Please return every line of the records below that contains the word "nowrap".

_Records from a data source_

*** Begin section ***

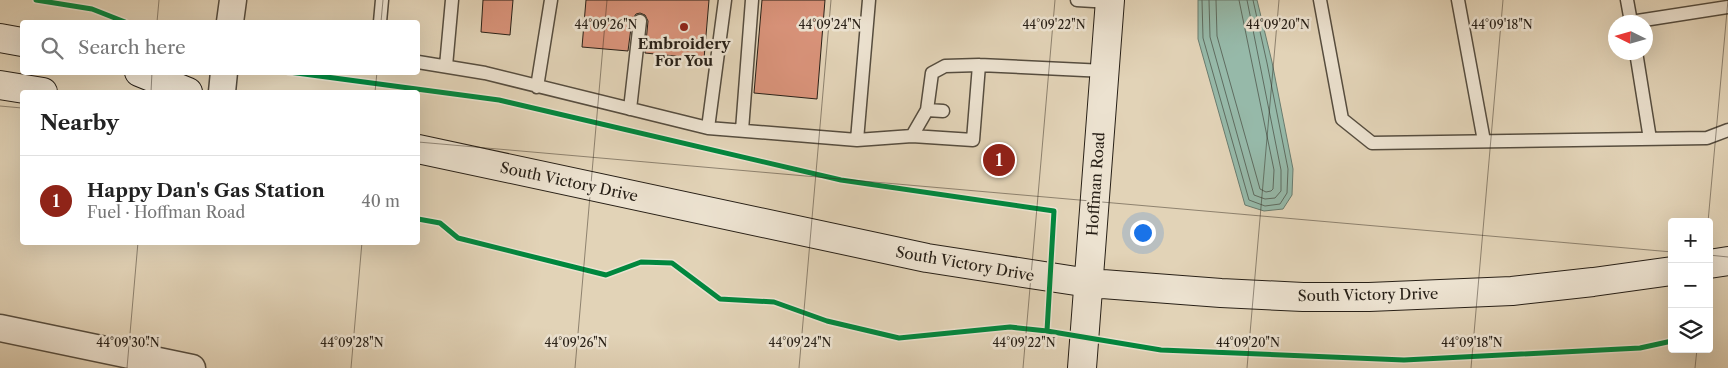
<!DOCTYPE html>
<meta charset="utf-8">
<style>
body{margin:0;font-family:"Libre Caslon Text",serif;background:#f6f6f6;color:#222}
.controls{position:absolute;right:15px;bottom:15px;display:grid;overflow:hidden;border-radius:5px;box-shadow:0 5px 20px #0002}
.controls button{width:45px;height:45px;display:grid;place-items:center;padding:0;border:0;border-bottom:1px solid #e0e0e0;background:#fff;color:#222;font:25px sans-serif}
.compass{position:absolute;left:1608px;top:15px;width:45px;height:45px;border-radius:50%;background:#fff;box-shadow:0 5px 20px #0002;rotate:275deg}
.you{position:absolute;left:1142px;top:232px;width:18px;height:18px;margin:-12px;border:4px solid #fff;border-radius:50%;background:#1a73e8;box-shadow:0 0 0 8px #1a73e833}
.badge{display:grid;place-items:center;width:32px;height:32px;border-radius:50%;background:#8f2418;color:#fff;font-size:16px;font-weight:700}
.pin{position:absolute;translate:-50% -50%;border:2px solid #fff;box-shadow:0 1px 5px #0006}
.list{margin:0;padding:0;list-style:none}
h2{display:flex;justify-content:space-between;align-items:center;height:65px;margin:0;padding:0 20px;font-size:21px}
h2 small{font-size:16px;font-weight:400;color:#767676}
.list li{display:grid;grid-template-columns:32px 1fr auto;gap:15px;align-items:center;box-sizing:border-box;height:90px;padding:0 20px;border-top:1px solid #e0e0e0}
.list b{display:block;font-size:19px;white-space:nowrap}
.list p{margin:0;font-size:16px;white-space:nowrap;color:#767676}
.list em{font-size:16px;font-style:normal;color:#767676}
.icon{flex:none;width:28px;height:28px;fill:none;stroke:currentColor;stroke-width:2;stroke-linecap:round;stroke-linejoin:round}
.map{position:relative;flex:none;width:1728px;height:368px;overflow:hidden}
.search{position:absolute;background:#fff;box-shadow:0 5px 20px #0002;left:20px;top:20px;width:400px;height:55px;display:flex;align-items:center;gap:12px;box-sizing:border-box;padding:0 18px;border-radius:5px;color:#767676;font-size:19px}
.panel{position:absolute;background:#fff;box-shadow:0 5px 20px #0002;left:20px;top:90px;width:400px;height:155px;border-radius:5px}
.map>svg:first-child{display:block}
</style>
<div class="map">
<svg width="1728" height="368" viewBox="0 0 1728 368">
<rect width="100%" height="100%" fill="#e2d3b7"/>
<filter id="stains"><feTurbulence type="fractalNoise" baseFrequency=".004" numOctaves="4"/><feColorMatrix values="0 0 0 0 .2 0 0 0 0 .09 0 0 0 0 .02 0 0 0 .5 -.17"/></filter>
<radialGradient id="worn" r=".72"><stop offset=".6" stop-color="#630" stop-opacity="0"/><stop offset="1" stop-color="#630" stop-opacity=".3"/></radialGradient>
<path fill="#96b9a9" stroke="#6a7c6f" d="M1198,0h59l15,62 21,107 -1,26 -9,14 -19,2 -19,-6 -47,-166z"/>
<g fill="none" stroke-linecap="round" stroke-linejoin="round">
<path stroke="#5f6c60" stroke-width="1" d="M1202,0l1,38 46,162 16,6 15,-2 7,-11 1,-24 -21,-106 -14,-63
M1209,0l1,37 44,158 11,4 10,-1 6,-7v-21l-34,-170
M1216,0l1,36 43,153 6,3 5,-1 2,-2 1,-19 -35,-170"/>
</g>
<path fill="#d9937a" stroke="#282017" d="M483,0h30l-3,35 -29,-3z
M586,0h123l-5,59 -59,-6 3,-32 -3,-6 -5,-2 -4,1 -4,6 -4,31 -46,-4z
M762,0h63l-8,99 -63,-6z"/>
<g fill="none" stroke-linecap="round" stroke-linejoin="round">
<g stroke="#564d3f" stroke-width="15">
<path id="lane" d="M1077,0l33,2
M1320,0l22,119 30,24 335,-5 21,-8
M1458,0l26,141
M1627,0l4,22
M380,22l2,-22
M1631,22l97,-15
M1636,52l14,87
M418,62l67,11 223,55 149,12 12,-140
M446,66l6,-66
M537,87l14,-87
M630,109l10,-88
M927,110l16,1
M708,128l17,-128
M742,130l10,-130
M912,136l61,4 6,-75
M857,140l55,-4 15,-26 5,-37 13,-7 34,-1 126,6"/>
</g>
<g stroke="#564d3f" stroke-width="29">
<path id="street" d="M230,22l3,-22
M222,92l2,-20
M0,328l192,40"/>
</g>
<g stroke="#282017" stroke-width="30">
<path id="secondary" d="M0,38l22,4
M139,72l49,20
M0,85l43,7
M418,149l509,109 162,25 132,10 82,4h66l143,-6 81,-9 79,-11
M1709,264l19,-3
M1082,368l28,-368"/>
</g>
<use href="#lane" stroke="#ece2d0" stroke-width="12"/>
<use href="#street" stroke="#ece2d0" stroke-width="26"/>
<use href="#secondary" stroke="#ece2d0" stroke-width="28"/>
<g stroke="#ece2d0" stroke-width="8">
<path id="cycleway" d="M36,0l56,9 33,13
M289,72l210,28 342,80 213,31 -7,120 114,19 243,10 236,-12 32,-7
M418,219l22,4 18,15 148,37 35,-13 31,1 48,36 54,3 53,19 72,17 111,-11 37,4"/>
</g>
<use href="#cycleway" stroke="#00873e" stroke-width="5"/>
</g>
<path fill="none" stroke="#282017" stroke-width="1" stroke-opacity="0.45" d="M157,22l2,-22M381,22l2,-22M151,92l1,-20M375,92l2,-20M0,106l22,2M418,142l1254,110M1708,222l20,-222M1709,255l19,2M127,368l11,-126M351,368l11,-126M575,368l32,-368M799,368l32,-368M1023,368l32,-368M1247,368l32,-368M1471,368l32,-368M1695,368l2,-19"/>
<circle fill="#8f2418" stroke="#ece2d0" stroke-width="2" cx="684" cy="27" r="5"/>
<g text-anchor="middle" stroke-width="5" stroke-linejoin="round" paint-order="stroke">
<g font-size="15" font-weight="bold" fill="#282017" stroke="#ece2d0">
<text x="684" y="49">Embroidery<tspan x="684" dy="17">For You</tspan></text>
</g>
<g font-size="15" fill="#282017" stroke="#ece2d0">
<text transform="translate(569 182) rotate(12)" y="5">South Victory Drive</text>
<text transform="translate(1096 184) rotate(-86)" y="5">Hoffman Road</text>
<text transform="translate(965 264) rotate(10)" y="5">South Victory Drive</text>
<text transform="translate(1368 295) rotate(-1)" y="5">South Victory Drive</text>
</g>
</g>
<g font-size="12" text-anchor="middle" fill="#282017" stroke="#ece2d0" stroke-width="5" stroke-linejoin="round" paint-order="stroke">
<text x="606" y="29">44°09'26"N</text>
<text x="830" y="29">44°09'24"N</text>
<text x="1054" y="29">44°09'22"N</text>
<text x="1278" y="29">44°09'20"N</text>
<text x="1502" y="29">44°09'18"N</text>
<text x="128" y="347">44°09'30"N</text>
<text x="352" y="347">44°09'28"N</text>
<text x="576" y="347">44°09'26"N</text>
<text x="800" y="347">44°09'24"N</text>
<text x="1024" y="347">44°09'22"N</text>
<text x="1248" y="347">44°09'20"N</text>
<text x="1472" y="347">44°09'18"N</text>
</g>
<rect width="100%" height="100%" filter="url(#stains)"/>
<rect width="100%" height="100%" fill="url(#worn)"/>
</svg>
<div class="controls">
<button>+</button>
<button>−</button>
<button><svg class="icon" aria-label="layers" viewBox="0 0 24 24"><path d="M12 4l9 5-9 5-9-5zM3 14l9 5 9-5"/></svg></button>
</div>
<svg class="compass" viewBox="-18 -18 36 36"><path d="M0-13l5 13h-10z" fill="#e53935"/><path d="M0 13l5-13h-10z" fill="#767676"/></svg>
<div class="you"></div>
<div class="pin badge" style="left:999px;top:160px">1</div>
<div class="search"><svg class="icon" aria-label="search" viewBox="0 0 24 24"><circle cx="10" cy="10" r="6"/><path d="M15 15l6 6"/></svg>Search here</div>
<section class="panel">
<h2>Nearby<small></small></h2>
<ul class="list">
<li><span class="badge">1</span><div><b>Happy Dan's Gas Station</b><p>Fuel · Hoffman Road</p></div><em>40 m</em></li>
</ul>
</section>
</div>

*** End section ***

_RESULT OF THIS EXERCISE_
.list b{display:block;font-size:19px;white-space:nowrap}
.list p{margin:0;font-size:16px;white-space:nowrap;color:#767676}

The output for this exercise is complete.